Dalla qualificazione degli accordi di cui sopra in termini di pascipascolo deriva, in primo luogo, la mancata riconduzione degli stessi sia alla disciplina dell'appalto, sia alle norme regolatrici dell'affitto dei fondi rustici ai sensi dell'art. 27 della legge 203 del 1982, e la conseguente esclusione della fattispecie in esame dalla disciplina contenuta nella legge 203 del 1982, ai sensi dell'art. 56 della legge medesima.

L'occupazione incontestatamente posta in essere dai resistenti originari non trova, dunque, alcun titolo legittimante negli accordi de quibus, che all'epoca dello sconfinamento erano già scaduti.

Alla luce di tutto quanto sin qui esposto deve in definitiva ritenersi fondata la domanda di rilascio originariamente proposta da (...), atteso che i convenuti originari - a fronte della prova dell'arbitraria disponibilità materiale dei fondi controversi da parte loro - non hanno fornito prova di essere legittimi detentori degli stessi, in base ad un titolo giuridico valido ed efficace.

Dalla natura degli accordi intercorsi tra le parti, deriva inoltre il rigetto delle domande riconvenzionali proposte dai resistenti originari, tese per un verso alla declaratoria della nullità della pretesa subconcessione conclusa tra (...) e (...), e, per altro verso, all'accertamento della natura simulata del contratto di vendita di erbe sottoscritto tra le parti in quanto dissimulante un contratto di affitto agrario.

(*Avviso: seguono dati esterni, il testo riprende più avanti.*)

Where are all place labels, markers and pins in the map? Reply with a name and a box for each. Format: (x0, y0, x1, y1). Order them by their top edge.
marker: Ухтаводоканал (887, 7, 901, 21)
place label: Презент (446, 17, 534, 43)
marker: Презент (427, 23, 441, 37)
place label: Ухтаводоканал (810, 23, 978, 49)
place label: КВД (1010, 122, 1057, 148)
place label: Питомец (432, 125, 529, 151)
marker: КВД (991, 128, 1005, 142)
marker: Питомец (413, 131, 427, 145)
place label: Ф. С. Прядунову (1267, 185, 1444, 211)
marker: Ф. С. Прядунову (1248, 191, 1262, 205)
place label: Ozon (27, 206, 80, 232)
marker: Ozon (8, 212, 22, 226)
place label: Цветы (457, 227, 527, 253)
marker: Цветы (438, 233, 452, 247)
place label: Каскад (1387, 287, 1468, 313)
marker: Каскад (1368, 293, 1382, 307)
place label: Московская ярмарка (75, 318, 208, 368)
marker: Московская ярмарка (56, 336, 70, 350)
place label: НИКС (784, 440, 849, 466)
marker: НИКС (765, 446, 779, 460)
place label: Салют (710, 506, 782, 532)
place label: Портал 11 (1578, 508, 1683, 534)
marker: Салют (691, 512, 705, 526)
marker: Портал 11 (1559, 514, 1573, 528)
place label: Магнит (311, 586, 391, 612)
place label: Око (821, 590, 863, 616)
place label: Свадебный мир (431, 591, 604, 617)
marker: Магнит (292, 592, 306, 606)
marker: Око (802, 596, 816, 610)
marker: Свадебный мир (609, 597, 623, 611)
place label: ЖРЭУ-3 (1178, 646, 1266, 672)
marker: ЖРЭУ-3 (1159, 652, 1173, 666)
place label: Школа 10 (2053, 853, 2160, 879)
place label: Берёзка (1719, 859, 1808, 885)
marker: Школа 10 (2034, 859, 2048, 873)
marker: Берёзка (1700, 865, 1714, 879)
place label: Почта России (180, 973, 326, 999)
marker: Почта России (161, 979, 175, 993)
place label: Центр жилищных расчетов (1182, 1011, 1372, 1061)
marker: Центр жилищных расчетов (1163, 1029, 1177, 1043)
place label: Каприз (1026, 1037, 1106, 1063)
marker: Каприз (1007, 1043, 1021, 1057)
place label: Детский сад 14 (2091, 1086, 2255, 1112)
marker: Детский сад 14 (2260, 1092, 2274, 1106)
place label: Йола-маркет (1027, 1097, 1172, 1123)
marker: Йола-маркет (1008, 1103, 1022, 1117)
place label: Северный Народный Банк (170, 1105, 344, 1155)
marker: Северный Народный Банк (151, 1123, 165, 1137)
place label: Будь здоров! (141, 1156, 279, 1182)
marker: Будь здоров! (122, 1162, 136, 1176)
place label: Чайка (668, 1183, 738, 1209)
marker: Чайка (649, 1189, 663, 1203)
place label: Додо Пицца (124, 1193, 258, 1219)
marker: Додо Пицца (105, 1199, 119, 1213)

Basti infatti rilevare, quanto al primo profilo, che - alla luce della qualificazione degli accordi in termini di pascipascolo - non ricorre nel caso di specie alcuna ipotesi di subconcessione dei fondi; e, quanto al secondo profilo, che i resistenti originari non hanno invero dedotto né provato alcunché in ordine alla pretesa natura simulata degli accordi, affermata soltanto labialmente.

Deve infine essere rigettata la domanda di risarcimento ex art. 96 c.p.c. formulata dai ricorrenti in riassunzione, difettando nel caso di specie il presupposto fondante tale

responsabilità e consistente nella soccombenza della controparte.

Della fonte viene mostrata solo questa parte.